7º DOMINGO DO TEMPO COMUM – 20 de fevereiro

Por Izabel Patuzzo

Sede misericordiosos

I. INTRODUÇÃO GERAL

A liturgia deste domingo nos faz refletir sobre um tema muito importante para nossa fé cristã: a relação com nossos inimigos ou com aqueles que se opõem aos valores evangélicos que abraçamos. As leituras nos convidam a substituir a lógica da violência e hostilidade pela lógica do amor incondicional, inspirado na misericórdia divina.

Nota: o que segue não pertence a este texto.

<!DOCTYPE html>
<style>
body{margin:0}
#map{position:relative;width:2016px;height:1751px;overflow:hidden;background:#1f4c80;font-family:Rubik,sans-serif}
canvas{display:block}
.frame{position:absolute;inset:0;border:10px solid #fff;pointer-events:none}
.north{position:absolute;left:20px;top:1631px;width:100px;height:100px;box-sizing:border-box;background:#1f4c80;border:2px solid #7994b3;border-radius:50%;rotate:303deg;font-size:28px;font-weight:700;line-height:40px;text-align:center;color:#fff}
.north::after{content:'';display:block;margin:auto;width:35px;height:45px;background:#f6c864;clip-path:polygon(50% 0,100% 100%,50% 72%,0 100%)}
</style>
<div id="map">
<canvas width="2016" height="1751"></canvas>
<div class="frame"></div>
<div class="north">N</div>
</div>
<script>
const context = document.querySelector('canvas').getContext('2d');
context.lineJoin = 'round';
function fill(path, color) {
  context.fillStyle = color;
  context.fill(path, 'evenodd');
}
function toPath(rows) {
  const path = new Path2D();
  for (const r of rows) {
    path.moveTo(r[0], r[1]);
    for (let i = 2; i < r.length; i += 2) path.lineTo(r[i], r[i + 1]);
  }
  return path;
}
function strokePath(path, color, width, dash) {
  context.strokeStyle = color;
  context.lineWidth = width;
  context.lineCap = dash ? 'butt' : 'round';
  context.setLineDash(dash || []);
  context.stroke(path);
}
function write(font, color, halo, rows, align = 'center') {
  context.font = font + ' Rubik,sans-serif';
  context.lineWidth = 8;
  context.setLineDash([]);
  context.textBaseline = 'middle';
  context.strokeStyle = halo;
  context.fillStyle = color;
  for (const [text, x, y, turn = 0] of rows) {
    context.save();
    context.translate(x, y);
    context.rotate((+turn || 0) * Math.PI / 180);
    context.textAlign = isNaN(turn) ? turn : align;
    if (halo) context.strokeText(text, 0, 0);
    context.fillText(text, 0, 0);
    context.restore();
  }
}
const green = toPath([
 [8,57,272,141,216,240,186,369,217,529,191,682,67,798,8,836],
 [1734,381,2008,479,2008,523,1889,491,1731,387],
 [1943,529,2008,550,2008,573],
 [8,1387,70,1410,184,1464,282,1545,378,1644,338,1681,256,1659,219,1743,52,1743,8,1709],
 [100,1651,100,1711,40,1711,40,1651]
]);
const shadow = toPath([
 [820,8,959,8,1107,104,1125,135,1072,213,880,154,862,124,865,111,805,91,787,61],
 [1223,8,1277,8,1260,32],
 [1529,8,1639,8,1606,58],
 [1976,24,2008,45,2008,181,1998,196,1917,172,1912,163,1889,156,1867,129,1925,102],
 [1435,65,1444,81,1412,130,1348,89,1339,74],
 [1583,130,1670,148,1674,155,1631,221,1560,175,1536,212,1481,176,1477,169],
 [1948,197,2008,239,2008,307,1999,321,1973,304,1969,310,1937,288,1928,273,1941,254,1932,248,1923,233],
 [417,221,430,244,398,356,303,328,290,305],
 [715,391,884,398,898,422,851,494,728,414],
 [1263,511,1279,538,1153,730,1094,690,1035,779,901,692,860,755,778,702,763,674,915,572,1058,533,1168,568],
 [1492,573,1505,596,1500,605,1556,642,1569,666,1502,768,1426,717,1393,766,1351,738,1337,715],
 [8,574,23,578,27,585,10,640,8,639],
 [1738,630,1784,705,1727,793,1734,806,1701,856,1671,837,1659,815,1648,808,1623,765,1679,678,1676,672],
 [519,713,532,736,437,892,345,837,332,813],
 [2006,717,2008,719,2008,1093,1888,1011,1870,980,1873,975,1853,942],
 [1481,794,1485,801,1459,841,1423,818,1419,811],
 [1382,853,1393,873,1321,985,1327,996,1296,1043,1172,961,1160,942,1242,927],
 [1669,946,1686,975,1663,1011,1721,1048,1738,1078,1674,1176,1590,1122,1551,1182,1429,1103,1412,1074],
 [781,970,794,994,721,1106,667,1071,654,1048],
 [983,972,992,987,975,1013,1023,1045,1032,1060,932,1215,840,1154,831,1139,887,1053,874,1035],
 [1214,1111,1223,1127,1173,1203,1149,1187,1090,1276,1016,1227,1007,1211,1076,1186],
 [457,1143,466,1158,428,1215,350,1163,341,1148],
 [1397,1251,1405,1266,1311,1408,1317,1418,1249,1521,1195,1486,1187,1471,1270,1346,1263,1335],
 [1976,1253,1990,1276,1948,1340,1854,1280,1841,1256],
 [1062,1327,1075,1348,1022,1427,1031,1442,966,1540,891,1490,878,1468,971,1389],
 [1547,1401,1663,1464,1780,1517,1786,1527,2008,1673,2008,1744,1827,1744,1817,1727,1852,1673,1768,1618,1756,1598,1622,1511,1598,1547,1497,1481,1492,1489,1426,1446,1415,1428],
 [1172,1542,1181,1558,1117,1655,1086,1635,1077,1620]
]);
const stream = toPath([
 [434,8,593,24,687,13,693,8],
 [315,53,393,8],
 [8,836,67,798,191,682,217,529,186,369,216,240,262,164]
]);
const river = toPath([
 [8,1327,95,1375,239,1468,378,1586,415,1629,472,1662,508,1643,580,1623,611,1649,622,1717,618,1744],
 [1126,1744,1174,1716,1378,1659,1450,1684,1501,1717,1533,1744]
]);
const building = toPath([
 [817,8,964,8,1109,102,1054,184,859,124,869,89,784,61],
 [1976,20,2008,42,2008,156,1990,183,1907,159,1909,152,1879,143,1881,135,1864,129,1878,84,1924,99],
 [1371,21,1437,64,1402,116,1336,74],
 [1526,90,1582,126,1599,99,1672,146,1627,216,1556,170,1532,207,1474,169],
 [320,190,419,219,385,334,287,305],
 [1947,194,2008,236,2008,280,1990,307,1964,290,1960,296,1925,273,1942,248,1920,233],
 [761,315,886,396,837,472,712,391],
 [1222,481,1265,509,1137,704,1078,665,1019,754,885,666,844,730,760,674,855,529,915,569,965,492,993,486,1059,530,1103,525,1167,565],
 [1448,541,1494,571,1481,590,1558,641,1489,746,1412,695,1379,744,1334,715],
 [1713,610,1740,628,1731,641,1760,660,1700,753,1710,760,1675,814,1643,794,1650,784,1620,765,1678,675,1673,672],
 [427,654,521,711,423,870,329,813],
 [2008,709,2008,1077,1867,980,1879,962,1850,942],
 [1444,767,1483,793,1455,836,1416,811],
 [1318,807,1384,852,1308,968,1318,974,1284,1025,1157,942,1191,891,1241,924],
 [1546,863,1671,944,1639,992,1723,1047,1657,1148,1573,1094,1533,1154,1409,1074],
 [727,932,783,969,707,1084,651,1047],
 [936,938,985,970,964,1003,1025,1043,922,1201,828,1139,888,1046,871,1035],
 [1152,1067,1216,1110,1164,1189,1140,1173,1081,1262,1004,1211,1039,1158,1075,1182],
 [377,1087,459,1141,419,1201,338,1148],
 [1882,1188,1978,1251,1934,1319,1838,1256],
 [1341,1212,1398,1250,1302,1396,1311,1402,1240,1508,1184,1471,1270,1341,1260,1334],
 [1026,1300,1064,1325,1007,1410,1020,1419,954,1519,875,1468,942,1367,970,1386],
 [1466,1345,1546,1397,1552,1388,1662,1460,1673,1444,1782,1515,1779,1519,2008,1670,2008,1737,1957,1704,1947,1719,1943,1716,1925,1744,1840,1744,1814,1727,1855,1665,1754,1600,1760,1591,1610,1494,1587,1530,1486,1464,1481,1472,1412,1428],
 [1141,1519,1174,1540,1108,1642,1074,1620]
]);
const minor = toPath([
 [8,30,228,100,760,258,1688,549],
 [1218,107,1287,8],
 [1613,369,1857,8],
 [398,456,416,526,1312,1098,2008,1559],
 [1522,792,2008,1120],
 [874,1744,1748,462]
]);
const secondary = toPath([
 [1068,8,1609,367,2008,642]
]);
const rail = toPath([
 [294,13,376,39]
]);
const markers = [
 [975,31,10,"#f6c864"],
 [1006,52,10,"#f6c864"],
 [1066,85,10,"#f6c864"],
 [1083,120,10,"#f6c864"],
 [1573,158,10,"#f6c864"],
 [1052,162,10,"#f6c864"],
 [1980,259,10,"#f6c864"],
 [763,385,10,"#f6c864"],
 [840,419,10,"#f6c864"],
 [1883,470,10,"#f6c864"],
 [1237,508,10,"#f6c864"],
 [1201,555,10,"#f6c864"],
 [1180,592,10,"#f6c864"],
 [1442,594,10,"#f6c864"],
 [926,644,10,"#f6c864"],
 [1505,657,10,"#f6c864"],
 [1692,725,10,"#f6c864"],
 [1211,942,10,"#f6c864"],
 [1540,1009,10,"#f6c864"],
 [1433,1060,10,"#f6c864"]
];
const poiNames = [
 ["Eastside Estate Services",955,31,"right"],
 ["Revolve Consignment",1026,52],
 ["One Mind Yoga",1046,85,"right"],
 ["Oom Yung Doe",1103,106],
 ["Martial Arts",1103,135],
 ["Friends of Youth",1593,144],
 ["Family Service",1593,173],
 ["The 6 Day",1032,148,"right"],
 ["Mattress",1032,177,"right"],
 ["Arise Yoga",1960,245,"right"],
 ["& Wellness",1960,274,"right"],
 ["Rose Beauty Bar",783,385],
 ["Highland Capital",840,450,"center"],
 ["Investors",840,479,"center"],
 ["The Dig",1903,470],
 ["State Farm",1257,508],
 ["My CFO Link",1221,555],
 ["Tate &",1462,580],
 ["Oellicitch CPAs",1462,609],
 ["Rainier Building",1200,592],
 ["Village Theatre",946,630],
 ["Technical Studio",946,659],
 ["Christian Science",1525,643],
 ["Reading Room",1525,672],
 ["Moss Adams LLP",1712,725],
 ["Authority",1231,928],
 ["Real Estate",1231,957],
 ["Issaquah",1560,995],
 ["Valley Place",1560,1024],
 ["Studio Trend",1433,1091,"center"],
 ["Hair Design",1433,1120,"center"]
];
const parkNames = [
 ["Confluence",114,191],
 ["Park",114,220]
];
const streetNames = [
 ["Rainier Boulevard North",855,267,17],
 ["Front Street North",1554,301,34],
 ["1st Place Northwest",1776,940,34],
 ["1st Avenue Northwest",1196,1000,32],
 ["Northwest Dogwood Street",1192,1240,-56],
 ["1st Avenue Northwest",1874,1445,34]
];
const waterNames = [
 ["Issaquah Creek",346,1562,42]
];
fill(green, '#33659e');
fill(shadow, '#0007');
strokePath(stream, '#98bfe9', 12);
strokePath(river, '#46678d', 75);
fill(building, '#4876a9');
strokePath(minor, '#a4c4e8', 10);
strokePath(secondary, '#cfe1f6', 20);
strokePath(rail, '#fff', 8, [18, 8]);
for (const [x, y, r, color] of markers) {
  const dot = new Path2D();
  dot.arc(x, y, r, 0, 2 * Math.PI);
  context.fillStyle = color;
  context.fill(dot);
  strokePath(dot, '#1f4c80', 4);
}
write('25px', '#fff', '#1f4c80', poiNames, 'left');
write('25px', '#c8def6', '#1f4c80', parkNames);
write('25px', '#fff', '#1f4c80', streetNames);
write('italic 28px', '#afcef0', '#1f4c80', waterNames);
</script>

A primeira leitura nos apresenta um fato ocorrido com o célebre rei Davi, o qual, diante da oportunidade de eliminar Saul – que havia se tornado seu inimigo –, não se beneficiou dessa vantagem. Ao contrário, teve a consciência de que a vida de seu inimigo pertencia a Deus, por isso deixou que Deus fizesse a justiça, segundo seus desígnios.

A segunda leitura dá continuidade à catequese de Paulo acerca da ressurreição. A lógica que nos move em direção à vida eterna é o amor a Deus e ao próximo. O exercício da construção da paz por meios pacíficos é um dos caminhos para nos prepararmos para a vida plena que Deus nos reserva no futuro.

O Evangelho é a continuidade do ensinamento das bem-aventuranças. As palavras de Jesus nele nos são muito familiares. Elas constituem a regra de ouro para o caminho do discipulado: amar até os inimigos. Isto é, aquelas pessoas que nunca irão retribuir o bem que lhes fizermos. Não julgar nem condenar: somente Deus tem autoridade para tanto. Mesmo assim, ele sempre prefere usar de misericórdia, proporcionando ao pecador a possibilidade de conversão.

II. COMENTÁRIO DOS TEXTOS BÍBLICOS

1. I leitura (1Sm 26,2.7-9.12-13.22-23)

Esse texto do primeiro livro de Samuel relata os diversos conflitos no início da monarquia em Israel. Ele pertence a um conjunto de escritos que descrevem a ascensão do rei Davi e seus confrontos com Saul. O texto narra um dos confrontos entre os que apoiavam a tomada de poder por parte de Davi e os que ainda apoiavam o rei Saul. A leitura retrata um período muito difícil, pois Davi se sentia o escolhido de Deus para assumir o trono, mas Saul ainda reinava. Diante da oportunidade favorável de atentar contra a vida de Saul, Davi se recusa a tirar a vida de seu inimigo, respeitando sua tradição israelita, fundamentada nos Dez Mandamentos.

O texto nos põe diante de duas formas de lidar com aqueles que agridem a vida, usam de violência e não governam o povo com sabedoria. Uma das formas de eliminar os que agem mal é atentar contra sua vida; a outra é de quem decide não entrar na lógica da violência. Essa foi a atitude do rei Davi, descrita pelos autores do livro de Samuel. Tal atitude deixa transparecer a ética, a virtude dos verdadeiros filhos de Israel; a sabedoria daqueles que se deixaram conduzir pela Lei de Moisés dada ao povo, e não por seus impulsos humanos. A lógica da violência sempre fez parte da história humana, mas temos também muitos exemplos de pessoas que usaram da não violência para construir a paz.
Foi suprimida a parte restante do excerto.